> [EXERCISE OBJECTIVE]:
If a line in the records below contains the word "grid", return that line.
_____
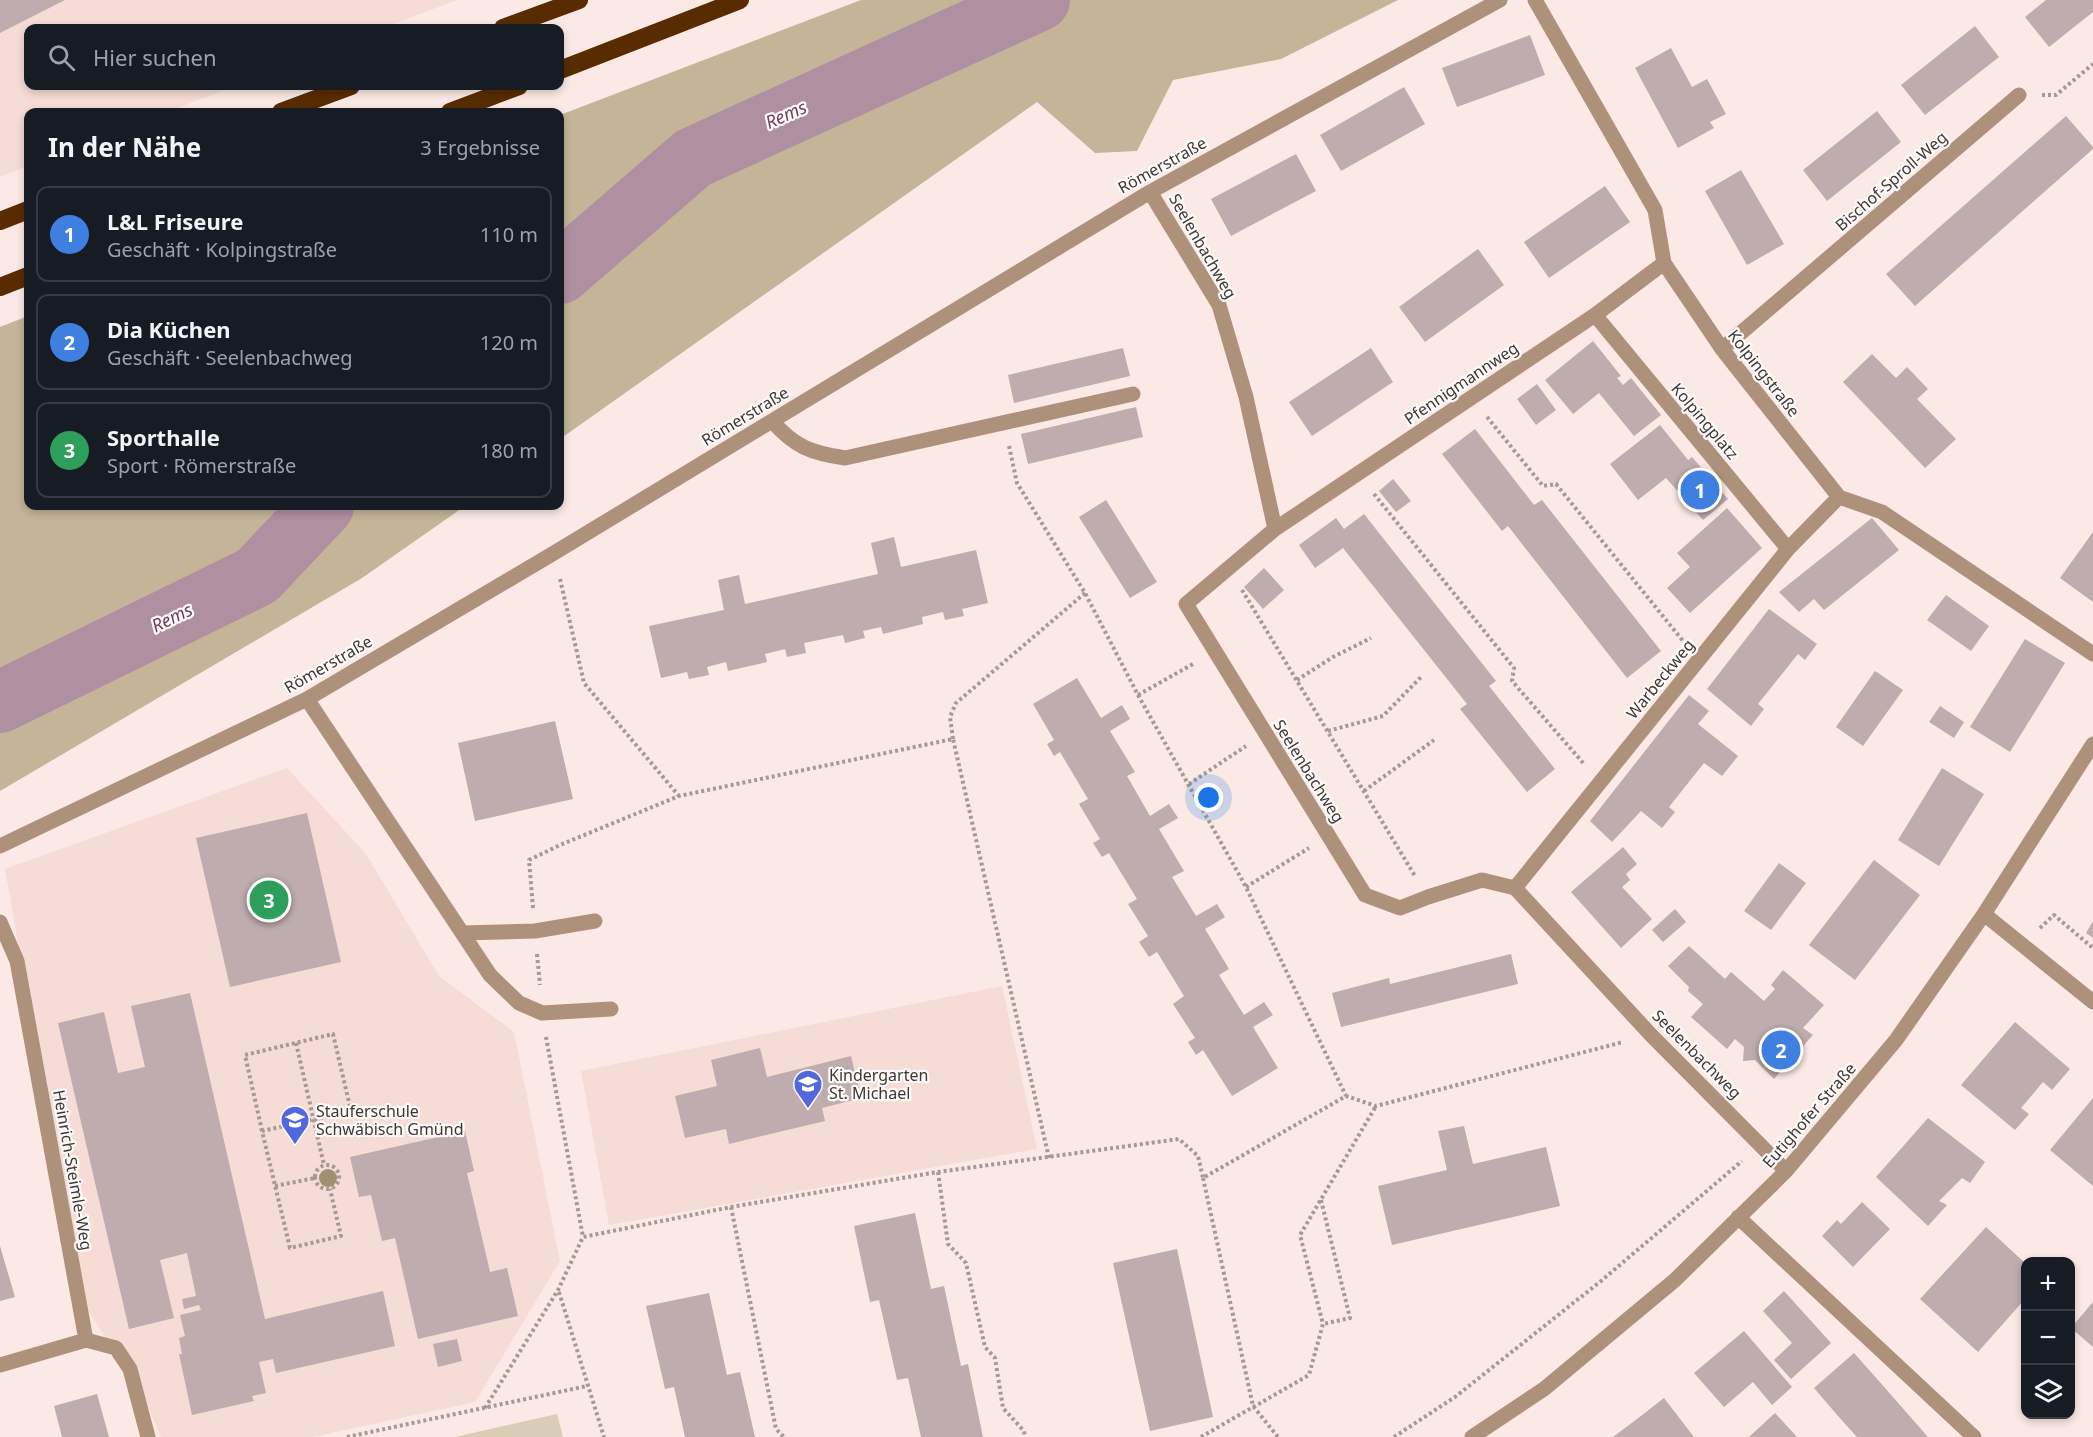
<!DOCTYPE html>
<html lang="de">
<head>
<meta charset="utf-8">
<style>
  body { margin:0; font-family:"Noto Sans",sans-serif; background:#20242c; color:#f1f3f6 }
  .controls { position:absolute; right:18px; bottom:18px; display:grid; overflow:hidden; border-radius:12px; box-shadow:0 3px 9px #0003 }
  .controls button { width:54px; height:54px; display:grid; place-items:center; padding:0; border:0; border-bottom:2px solid #363941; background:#171b24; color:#f1f3f6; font:30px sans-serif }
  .you { position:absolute; left:1209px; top:798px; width:21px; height:21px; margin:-15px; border:4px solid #fff; border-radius:50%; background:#1a73e8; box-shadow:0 0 0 9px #1a73e833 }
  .badge { display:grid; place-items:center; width:39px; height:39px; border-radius:50%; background:#5167dd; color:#fff; font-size:20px; font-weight:700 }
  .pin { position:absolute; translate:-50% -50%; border:3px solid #fff; box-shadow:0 2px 6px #0006 }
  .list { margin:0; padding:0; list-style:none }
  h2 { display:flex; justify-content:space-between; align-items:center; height:78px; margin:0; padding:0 24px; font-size:26px }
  h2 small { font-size:20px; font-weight:400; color:#9ea1a6 }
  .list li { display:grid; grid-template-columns:39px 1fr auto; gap:18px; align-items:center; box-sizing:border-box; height:96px; margin:0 12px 12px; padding:0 12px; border:2px solid #363941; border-radius:12px }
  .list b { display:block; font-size:22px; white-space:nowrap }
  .list p { margin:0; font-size:20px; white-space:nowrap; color:#9ea1a6 }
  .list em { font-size:20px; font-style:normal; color:#9ea1a6 }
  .icon { flex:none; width:33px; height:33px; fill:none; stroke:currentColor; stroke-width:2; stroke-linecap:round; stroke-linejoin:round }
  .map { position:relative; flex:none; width:2093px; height:1437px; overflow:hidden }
  .search { position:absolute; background:#171b24; box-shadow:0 3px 9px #0003; left:24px; top:24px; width:540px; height:66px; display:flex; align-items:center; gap:15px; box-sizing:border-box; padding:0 21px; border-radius:12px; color:#9ea1a6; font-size:22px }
  .panel { position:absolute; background:#171b24; box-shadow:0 3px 9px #0003; left:24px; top:108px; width:540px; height:402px; border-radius:12px }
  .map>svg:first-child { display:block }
  .built { fill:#f5dcd5 }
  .green { fill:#dacdb5 }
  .forest { fill:#c4b498 }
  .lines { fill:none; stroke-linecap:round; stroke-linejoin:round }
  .river { stroke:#af90a1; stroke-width:62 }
  .building { fill:#beacaf }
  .path { stroke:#a59895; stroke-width:4; stroke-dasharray:3 3; stroke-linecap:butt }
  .minor { stroke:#ae917b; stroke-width:15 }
  .highway { stroke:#582c00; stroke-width:18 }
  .tree { fill:#a28e70 }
  .labels { text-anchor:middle; stroke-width:4.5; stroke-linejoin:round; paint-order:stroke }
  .street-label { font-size:16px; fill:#3d3634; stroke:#fefaf9 }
  .poi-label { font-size:16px; fill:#3d3634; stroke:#fefaf9; text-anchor:start }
  .water-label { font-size:18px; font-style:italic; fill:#6c3f59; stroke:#fefaf9 }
</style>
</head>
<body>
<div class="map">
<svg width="2093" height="1437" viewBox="0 0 2093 1437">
  <rect width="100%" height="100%" fill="#fbe9e5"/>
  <path class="built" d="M0,0h457l-74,28h-355v58h208l-70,26h-138v54l-28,11z
    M287,768l79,86 73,122 75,56 46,229 -85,141 -163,35h-151l-18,-42 -62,-95 -76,-431z
    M1002,986l35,163 -428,76 -28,-154z"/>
  <path class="green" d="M557,1414l6,23h-108z"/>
  <path class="forest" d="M861,0h537l-117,59 -108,21 -36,71 -42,2 -58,-51 -477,337v-324z
    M28,316v190h437l-103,72 -362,213v-464z"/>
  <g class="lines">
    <path class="river" d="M560,273l133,-115 346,-158
      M0,702l257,-126 66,-70"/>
  </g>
  <path class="building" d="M0,0h65l-65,33z
    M2046,0h47v12l-44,35 -24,-30z
    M1975,26l24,31 -74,58 -24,-30z
    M1530,35l15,40 -88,32 -15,-39z
    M1671,48l21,39 15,-8 19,35 -16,8 4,6 -36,20 -43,-80z
    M1404,87l21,37 -84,47 -21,-36z
    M1877,111l24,31 -74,59 -24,-31z
    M2066,116l27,31v2l-178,157 -29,-32z
    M1296,154l20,37 -85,45 -20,-37z
    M1741,170l43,74 -37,21 -42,-74z
    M1605,186l25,36 -81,56 -25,-36z
    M1478,249l26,36 -79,57 -26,-35z
    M1593,341l28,35 -4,2 6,7 8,-7 30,37 -27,21 -35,-43 -26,21 -28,-34z
    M1123,348l7,28 -116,27 -6,-28z
    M1371,348l22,34 -81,54 -23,-34z
    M1872,354l24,24 11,-11 21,22 -11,10 39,40 -31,29 -82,-86z
    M1537,384l19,26 -20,15 -19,-26z
    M1136,407l7,30 -115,27 -7,-30z
    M1660,425l28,35 4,-3 36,42 -25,21 -37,-42 -28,22 -28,-36z
    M1475,429l59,76 8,-5 119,151 -34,27 -119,-152 -6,5 -60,-77z
    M1393,479l18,22 -15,11 -17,-21z
    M1106,500l51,82 -27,16 -51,-81z
    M1727,508l35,40 -72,65 -23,-25 23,-21 -13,-14z
    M1364,514l132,167 -7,5 66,83 -28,23 -67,-83 7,-5 -124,-156 -28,20 -16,-23 37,-27 8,11z
    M1872,518l27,32 -75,60 -10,-11 -15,13 -20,-20z
    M2093,532v70l-33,-24z
    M894,537l7,30 75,-17 12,53 -26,6 2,7 -19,4 -2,-8 -21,5 1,7 -40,10 -2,-7 -18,4 2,7 -20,5 -2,-8 -39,8 2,10 -19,4 -2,-8 -20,5 2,8 -39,9 -2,-9 -19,5 2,8 -20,4 -2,-7 -26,6 -12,-52 75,-16 -6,-30 21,-5 6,29 133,-30 -7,-31z
    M1264,568l20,22 -21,19 -19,-22z
    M1946,595l43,31 -18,25 -44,-31z
    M1769,609l48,35 -12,16 -7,-6 -40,50 6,5 -13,17 -44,-37z
    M2025,639l40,24 -55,89 -40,-25z
    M1875,671l28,19 -40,56 -27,-19z
    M1077,678l24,40 21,-13 8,14 -20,12 25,41 -8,4 23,40 19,-12 9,14 -19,11 25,42 -12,6 24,39 21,-12 8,13 -20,12 24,40 -10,6 25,40 20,-13 9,13 -20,12 25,41 -46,28 -29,-46 -7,5 -8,-13 7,-4 -22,-34 11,-8 -27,-44 -8,5 -10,-15 9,-6 -20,-32 9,-5 -28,-46 -7,4 -9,-14 7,-4 -21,-35 9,-5 -28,-47 -6,4 -7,-12 7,-4 -21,-36z
    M1689,695l20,16 -11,13 40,32 -16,20 -18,-13 -35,44 6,5 -13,16 -21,-17 -29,31 -22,-21z
    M1940,706l24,16 -10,16 -25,-16z
    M555,721l18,78 -98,22 -17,-78z
    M1942,768l42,26 -45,72 -41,-26z
    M307,813l34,149 -111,25 -34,-149z
    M1623,847l14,17 -11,10 4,6 -8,7 30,32 -31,29 -50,-56z
    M1874,860l46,35 -65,85 -46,-35z
    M1779,863l27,20 -35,47 -27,-19z
    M1675,909l11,13 -23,20 -11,-12z
    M2093,921v17l-7,-5z
    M1689,946l36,33 6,-7 33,29 11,-12 -4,-4 12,-15 41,35 -21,23 10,7 -39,44 -19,-19 -12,1 1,-14 -9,-8 -8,10 -36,-32 12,-13 -15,-13 1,-4 -21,-21z
    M1511,954l7,30 -177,43 -9,-34 57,-15 1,6z
    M190,993l75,326 118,-28 12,55 -119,27 -3,-14 -14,3 7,31 -14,3 2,5 -62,14 -13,-61h3l-3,-16 6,-2 -5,-21 21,-5 -2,-5 -15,4 -2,-10 14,-3 -9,-43 -27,7 14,58 -45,11 -71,-306 46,-11 14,61 27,-6 -14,-61z
    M2015,1022l55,47 -18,21 -9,-8 -22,26 8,6 -14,16 -54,-45z
    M760,1048l7,29 84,-21 10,42 -39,10 3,13 -96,23 -3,-15 -41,9 -10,-42 42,-10 -6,-26z
    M2093,1098v88l-43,-36z
    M1928,1118l57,44 -15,21 -8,-5 -23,23 8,4 -19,21 -52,-49z
    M1464,1126l9,38 73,-17 14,59 -168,39 -14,-59 69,-16 -9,-39z
    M465,1131l9,40 -7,2 23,99 17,-4 11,48 -100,23 -23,-101 -13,3 -11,-46 -12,2 -9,-40z
    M1862,1202l28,27 -37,38 -31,-31 15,-16 4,4z
    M915,1213l16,76 13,-3 17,80 7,-2 15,73h-62l-13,-59 -11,2 -18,-80 -9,2 -16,-76z
    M1986,1227l39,36v36l-47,53 -58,-53z
    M0,1246l15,51 -15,4z
    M1177,1249l36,168 -63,14 -37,-168z
    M1784,1291l47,52 -40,36 -17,-19 18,-17 -29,-32z
    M709,1293l18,82 13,-3 15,65h-70l-11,-50 -9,2 -19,-83z
    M2093,1302v45l-22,-19z
    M1744,1331l48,56 -20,18 -19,-23 -29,25 -30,-34z
    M457,1339l5,22 -24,6 -5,-23z
    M1854,1353l24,27 50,57h-71l-19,-21 -24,-28z
    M97,1394l12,43h-47l-8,-31z
    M1664,1398l30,39h-81l24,-18z
    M1775,1413l22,24h-48z"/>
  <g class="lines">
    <path class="path" d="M2042,95h14l37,-31
      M1487,417l56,69 13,-2 127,157
      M1009,446l8,37 68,110 53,102 108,192 100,209
      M1374,494l140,174 -2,13 72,83
      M560,579l24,104 95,113
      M1242,590l173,286
      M1297,680l36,-23 38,-19
      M1138,695l55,-31
      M1328,731l55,-15 38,-39
      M953,739l-3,-22 6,-14 129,-110
      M1189,784l57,-38
      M1364,791l70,-51
      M1246,887l63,-39
      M533,908l-4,-48 31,-15 119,-49 274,-57 96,419
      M2040,928l14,-13 39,33
      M537,954l3,31
      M546,1037l37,200
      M296,1043l28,122
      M262,1131l-17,-76 88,-21 18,77 -89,20 28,117 51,-12 -11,-47
      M315 1177a12 12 0 1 1 24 0a12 12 0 1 1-24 0Z
      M938,1172l10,72 18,19 19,84 10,11 8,50 21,23 1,6
      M1203,1178l50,228 25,31
      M275,1186l40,-8
      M1321,1200l29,118 -27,6
      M731,1207l45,222 8,8
      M559,1292l45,145
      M485,1408l73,-118 25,-53 148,-30 207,-35 241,-33 19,17 5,22 143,-82 30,10 247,-64
      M347,1437l240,-51
      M1201,1437l108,-62 14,-51 -23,-89 76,-129
      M1394,1437l61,-40 146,-116 141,-120"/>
    <path class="minor" d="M1535,0l120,210 9,53 58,86 117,148 43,15 211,142
      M1150,192l69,113 27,92 29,132 -89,75 179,291 35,13 28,-11 54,-17 33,8 136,147 135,136
      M1595,315l193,234
      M1722,349l297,-254
      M772,421c23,26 39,32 73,37l288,-64
      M1275,529l320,-214 69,-52
      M307,699l183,276 29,28 23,10 69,-4
      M0,846l307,-147 247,-146 596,-361 350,-192
      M1515,888l273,-339 51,-52
      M1984,914l109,88
      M0,922l17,39 69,379 -86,25
      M462,933l73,-2 60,-10
      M1738,1217l236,220
      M86,1340l30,8 14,21 18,68
      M1472,1437l72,-48 131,-109 111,-109 110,-131 88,-126 109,-170"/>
    <path class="highway" d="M503,28l76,-28
      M560,70l180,-70
      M281,112l70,-26
      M450,112l69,-26
      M0,221l28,-11
      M0,287l28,-11"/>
  </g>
  <circle class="tree" cx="328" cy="1178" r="9"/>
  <defs>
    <g id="school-pin" transform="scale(1.5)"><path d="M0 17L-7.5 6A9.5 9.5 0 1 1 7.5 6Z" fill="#5167dd" stroke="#fefaf9"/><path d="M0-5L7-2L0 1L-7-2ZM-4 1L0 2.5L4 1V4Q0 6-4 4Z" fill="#fff"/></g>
  </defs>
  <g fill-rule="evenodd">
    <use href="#school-pin" x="808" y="1084"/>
    <use href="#school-pin" x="295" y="1120"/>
  </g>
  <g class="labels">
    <g class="street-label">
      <text transform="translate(1162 165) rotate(-29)" y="6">Römerstraße</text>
      <text transform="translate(1891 181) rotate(-41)" y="6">Bischof-Sproll-Weg</text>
      <text transform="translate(1203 246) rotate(60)" y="6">Seelenbachweg</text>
      <text transform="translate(1764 373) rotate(52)" y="6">Kolpingstraße</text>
      <text transform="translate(1461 383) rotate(-34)" y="6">Pfennigmannweg</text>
      <text transform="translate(745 416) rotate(-31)" y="6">Römerstraße</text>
      <text transform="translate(1705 421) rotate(50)" y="6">Kolpingplatz</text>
      <text transform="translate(328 664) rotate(-30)" y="6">Römerstraße</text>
      <text transform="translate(1660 679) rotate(-51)" y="6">Warbeckweg</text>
      <text transform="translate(1309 771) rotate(58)" y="6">Seelenbachweg</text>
      <text transform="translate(1697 1054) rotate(45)" y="6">Seelenbachweg</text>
      <text transform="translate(1809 1115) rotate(-49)" y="6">Eutighofer Straße</text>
      <text transform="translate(73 1170) rotate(80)" y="6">Heinrich-Steimle-Weg</text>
    </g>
    <g class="poi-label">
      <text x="829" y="1081">Kindergarten<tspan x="829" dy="18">St. Michael</tspan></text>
      <text x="316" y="1117">Stauferschule<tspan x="316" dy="18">Schwäbisch Gmünd</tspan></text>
    </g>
    <g class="water-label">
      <text transform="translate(786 115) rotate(-24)" y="6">Rems</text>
      <text transform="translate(172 618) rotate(-26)" y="6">Rems</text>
    </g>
  </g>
</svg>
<div class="controls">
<button>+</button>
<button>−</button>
<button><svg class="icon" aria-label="layers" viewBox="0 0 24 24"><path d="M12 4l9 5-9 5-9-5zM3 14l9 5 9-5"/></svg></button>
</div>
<div class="you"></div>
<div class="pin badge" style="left:1700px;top:490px;background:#3f7fe0">1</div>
<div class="pin badge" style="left:1781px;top:1050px;background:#3f7fe0">2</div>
<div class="pin badge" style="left:269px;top:900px;background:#2e9e5b">3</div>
<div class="search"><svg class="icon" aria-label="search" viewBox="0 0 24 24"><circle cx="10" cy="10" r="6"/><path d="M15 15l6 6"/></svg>Hier suchen</div>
<section class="panel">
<h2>In der Nähe<small>3 Ergebnisse</small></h2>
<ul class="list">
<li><span class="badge" style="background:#3f7fe0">1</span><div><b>L&amp;L Friseure</b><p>Geschäft · Kolpingstraße</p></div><em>110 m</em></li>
<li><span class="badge" style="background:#3f7fe0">2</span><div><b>Dia Küchen</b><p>Geschäft · Seelenbachweg</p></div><em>120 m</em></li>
<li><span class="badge" style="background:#2e9e5b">3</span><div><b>Sporthalle</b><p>Sport · Römerstraße</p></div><em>180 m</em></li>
</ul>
</section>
</div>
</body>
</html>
_____
> [SOLUTION TO THIS TASK]:
  .controls { position:absolute; right:18px; bottom:18px; display:grid; overflow:hidden; border-radius:12px; box-shadow:0 3px 9px #0003 }
  .controls button { width:54px; height:54px; display:grid; place-items:center; padding:0; border:0; border-bottom:2px solid #363941; background:#171b24; color:#f1f3f6; font:30px sans-serif }
  .badge { display:grid; place-items:center; width:39px; height:39px; border-radius:50%; background:#5167dd; color:#fff; font-size:20px; font-weight:700 }
  .list li { display:grid; grid-template-columns:39px 1fr auto; gap:18px; align-items:center; box-sizing:border-box; height:96px; margin:0 12px 12px; padding:0 12px; border:2px solid #363941; border-radius:12px }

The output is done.